Check every line below for the string "Little". Copy the ones that have it.

(Beginning of DATA FOR PROCESSING)

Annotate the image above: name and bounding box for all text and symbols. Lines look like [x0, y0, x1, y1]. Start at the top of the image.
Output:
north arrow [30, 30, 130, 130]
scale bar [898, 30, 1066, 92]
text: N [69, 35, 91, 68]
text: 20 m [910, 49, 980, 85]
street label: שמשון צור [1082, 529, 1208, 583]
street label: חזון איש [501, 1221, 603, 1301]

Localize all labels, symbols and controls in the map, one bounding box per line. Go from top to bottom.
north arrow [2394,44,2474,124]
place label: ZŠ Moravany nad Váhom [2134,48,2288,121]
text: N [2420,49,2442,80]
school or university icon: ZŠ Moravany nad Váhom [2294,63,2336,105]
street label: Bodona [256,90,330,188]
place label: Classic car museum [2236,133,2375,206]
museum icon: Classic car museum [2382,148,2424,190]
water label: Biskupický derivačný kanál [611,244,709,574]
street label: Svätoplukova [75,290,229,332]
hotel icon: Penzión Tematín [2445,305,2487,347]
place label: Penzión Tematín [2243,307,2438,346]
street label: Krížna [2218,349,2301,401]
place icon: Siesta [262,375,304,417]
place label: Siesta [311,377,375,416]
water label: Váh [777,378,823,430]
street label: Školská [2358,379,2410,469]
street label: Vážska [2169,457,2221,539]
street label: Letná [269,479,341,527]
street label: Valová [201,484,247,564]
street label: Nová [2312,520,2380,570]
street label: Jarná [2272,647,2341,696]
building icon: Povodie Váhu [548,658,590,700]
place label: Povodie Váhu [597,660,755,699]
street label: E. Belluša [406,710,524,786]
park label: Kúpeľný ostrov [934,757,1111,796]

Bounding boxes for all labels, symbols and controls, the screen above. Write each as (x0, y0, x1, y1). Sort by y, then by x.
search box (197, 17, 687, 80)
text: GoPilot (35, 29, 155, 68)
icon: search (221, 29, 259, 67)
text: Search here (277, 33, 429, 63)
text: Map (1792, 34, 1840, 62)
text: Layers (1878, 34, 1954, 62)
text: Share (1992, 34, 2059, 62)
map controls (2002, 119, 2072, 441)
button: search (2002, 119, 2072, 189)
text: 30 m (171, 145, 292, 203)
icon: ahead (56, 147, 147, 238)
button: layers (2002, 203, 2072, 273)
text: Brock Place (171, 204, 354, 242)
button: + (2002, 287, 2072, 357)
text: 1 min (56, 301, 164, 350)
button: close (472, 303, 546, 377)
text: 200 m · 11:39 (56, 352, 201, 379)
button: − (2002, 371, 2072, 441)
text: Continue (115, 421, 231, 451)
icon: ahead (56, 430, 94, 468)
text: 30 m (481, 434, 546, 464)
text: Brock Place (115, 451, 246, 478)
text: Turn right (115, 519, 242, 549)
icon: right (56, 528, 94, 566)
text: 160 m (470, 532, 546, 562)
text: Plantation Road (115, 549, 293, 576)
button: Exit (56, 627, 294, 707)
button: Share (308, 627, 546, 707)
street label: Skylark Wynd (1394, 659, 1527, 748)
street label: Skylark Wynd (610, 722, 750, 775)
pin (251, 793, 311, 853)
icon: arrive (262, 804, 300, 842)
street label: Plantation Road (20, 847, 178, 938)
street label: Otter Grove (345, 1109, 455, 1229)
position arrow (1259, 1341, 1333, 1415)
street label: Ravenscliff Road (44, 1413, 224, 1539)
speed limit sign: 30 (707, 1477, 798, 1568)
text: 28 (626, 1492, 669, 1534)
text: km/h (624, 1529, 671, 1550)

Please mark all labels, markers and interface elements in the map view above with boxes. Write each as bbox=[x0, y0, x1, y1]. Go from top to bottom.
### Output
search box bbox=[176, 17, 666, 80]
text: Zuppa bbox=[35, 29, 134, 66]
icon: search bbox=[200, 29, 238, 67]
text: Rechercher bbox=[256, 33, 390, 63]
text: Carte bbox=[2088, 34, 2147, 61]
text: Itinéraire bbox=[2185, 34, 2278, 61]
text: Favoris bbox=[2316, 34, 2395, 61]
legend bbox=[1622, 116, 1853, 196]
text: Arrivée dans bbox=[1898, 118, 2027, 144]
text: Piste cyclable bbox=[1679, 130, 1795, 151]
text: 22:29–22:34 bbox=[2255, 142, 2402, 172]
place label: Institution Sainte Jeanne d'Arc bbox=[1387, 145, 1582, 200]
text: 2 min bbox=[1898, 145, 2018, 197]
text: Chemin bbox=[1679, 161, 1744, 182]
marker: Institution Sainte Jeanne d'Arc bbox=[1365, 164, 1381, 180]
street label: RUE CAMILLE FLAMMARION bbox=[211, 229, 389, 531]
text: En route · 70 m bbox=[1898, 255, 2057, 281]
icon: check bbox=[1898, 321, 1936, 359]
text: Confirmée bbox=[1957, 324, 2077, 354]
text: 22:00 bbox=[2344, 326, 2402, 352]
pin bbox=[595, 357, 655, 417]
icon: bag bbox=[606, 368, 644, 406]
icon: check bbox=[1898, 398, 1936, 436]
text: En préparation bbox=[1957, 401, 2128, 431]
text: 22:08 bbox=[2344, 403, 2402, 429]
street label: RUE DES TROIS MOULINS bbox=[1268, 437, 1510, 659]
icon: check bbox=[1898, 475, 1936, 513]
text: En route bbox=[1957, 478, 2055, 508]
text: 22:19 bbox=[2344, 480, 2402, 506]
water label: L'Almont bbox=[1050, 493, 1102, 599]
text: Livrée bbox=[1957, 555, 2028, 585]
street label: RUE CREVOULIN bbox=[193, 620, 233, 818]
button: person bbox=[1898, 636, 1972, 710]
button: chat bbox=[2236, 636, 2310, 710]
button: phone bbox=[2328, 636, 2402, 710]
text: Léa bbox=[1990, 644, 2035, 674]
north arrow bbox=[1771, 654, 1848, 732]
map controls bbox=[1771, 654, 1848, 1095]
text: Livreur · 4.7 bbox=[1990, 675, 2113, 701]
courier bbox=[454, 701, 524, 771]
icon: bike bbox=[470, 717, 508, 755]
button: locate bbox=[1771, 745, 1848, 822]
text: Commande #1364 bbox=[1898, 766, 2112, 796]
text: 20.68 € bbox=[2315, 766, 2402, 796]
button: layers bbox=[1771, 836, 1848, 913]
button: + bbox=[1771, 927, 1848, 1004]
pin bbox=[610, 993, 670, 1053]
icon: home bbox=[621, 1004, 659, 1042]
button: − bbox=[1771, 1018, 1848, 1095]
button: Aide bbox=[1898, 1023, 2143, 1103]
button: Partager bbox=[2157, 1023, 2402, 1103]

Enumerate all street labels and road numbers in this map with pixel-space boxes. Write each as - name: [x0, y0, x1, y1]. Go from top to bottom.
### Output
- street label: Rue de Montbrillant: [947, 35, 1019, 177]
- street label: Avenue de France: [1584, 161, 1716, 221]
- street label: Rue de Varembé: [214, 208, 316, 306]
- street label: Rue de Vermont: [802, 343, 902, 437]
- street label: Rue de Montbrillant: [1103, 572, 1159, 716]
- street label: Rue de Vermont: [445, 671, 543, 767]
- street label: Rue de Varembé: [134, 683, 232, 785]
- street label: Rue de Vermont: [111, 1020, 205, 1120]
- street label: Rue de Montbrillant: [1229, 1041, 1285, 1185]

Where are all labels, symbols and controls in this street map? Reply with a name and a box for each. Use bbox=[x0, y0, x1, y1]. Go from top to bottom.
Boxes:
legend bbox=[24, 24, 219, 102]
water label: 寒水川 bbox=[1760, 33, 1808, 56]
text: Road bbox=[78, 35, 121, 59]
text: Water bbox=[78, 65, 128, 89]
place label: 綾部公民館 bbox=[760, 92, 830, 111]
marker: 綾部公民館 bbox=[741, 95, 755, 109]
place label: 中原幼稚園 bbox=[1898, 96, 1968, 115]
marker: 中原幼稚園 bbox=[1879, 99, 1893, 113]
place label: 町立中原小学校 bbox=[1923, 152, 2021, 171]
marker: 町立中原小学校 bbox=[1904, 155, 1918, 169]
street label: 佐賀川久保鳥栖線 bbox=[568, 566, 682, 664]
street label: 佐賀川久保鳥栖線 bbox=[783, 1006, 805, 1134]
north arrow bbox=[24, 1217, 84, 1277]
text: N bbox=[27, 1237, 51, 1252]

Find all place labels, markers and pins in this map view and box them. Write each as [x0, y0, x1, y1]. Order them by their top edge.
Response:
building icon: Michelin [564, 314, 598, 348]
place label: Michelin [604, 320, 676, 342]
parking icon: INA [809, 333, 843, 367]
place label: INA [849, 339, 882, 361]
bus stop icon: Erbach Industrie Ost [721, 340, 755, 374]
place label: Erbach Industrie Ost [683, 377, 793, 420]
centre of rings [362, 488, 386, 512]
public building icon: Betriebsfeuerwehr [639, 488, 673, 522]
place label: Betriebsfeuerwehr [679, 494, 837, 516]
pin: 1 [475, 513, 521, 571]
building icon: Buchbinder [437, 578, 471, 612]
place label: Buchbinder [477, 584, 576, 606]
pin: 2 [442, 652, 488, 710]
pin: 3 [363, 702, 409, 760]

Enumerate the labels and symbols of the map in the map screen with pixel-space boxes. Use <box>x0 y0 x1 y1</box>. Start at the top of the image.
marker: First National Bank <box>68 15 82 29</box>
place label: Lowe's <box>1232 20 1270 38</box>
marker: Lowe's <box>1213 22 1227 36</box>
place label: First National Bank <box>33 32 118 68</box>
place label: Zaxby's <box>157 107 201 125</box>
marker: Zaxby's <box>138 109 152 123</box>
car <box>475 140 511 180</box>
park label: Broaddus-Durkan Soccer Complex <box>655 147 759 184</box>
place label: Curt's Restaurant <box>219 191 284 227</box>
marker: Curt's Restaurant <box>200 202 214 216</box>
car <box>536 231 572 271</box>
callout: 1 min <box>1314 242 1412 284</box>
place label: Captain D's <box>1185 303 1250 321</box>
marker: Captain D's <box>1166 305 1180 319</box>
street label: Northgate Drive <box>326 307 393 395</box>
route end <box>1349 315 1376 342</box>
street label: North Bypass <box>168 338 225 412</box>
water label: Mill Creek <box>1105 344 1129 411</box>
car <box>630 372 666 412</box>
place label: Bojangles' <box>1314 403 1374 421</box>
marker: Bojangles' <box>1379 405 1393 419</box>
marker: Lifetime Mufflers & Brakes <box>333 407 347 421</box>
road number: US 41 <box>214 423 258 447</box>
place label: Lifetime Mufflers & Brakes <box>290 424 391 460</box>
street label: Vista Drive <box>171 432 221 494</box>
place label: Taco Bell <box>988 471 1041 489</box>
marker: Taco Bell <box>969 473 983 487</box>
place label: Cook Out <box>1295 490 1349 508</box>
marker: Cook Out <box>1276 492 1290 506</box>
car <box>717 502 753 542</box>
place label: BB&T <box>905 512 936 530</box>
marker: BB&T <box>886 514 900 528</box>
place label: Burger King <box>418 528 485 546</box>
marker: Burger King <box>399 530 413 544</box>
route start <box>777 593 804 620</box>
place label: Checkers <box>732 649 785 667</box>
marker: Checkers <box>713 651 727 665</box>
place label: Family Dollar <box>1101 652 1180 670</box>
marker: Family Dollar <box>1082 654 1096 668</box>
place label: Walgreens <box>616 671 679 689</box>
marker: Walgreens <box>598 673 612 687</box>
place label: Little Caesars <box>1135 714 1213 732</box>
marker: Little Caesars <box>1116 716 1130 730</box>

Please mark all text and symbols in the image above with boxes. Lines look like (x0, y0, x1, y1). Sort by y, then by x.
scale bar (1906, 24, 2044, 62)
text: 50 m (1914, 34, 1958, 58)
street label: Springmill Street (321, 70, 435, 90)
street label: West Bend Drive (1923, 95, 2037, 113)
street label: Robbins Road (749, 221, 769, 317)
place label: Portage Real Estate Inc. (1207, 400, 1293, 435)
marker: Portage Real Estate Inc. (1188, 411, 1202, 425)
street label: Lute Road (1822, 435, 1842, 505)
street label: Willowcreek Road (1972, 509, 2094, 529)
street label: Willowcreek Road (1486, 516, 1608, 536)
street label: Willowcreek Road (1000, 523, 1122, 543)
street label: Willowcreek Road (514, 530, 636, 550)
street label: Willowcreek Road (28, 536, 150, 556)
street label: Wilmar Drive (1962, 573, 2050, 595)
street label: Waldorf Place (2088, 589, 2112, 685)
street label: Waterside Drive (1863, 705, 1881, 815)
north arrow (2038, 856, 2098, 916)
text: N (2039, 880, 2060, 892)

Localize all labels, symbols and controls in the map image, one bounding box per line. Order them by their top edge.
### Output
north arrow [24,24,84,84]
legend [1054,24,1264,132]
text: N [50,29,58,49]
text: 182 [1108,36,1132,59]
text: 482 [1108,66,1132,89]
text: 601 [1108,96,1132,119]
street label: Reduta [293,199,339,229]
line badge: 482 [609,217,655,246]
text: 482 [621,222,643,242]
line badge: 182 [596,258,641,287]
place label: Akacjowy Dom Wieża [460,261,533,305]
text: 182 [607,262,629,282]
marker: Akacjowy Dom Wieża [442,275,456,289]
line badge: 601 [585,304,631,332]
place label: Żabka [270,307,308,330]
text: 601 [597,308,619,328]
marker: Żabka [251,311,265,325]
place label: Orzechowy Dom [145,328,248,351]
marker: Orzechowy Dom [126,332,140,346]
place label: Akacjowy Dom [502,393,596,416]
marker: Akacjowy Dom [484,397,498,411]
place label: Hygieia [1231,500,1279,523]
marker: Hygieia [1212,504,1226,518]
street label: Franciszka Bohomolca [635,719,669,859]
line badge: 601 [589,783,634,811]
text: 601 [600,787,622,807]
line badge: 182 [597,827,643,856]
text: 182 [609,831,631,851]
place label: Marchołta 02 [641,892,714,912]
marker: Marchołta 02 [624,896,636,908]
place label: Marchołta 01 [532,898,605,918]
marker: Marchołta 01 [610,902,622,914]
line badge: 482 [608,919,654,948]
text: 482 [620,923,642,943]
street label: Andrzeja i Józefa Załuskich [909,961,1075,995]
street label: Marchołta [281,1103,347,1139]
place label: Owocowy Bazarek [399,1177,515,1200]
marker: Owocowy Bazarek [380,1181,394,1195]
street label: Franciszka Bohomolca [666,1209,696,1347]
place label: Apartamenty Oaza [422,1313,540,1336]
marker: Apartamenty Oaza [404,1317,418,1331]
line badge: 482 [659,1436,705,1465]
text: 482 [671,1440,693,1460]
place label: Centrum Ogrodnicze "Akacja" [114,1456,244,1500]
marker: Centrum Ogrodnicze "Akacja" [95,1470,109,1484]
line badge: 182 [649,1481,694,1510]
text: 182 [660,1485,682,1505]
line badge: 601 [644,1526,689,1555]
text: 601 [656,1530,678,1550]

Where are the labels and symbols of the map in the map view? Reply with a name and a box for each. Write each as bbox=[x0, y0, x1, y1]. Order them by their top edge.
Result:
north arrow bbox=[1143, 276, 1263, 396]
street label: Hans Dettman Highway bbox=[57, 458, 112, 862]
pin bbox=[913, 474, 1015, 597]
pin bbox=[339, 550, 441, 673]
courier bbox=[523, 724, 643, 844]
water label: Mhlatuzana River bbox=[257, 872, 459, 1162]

(End of DATA FOR PROCESSING)

■ ANSWER TO THE PROBLEM
place label: Little Caesars <box>1135 714 1213 732</box>
marker: Little Caesars <box>1116 716 1130 730</box>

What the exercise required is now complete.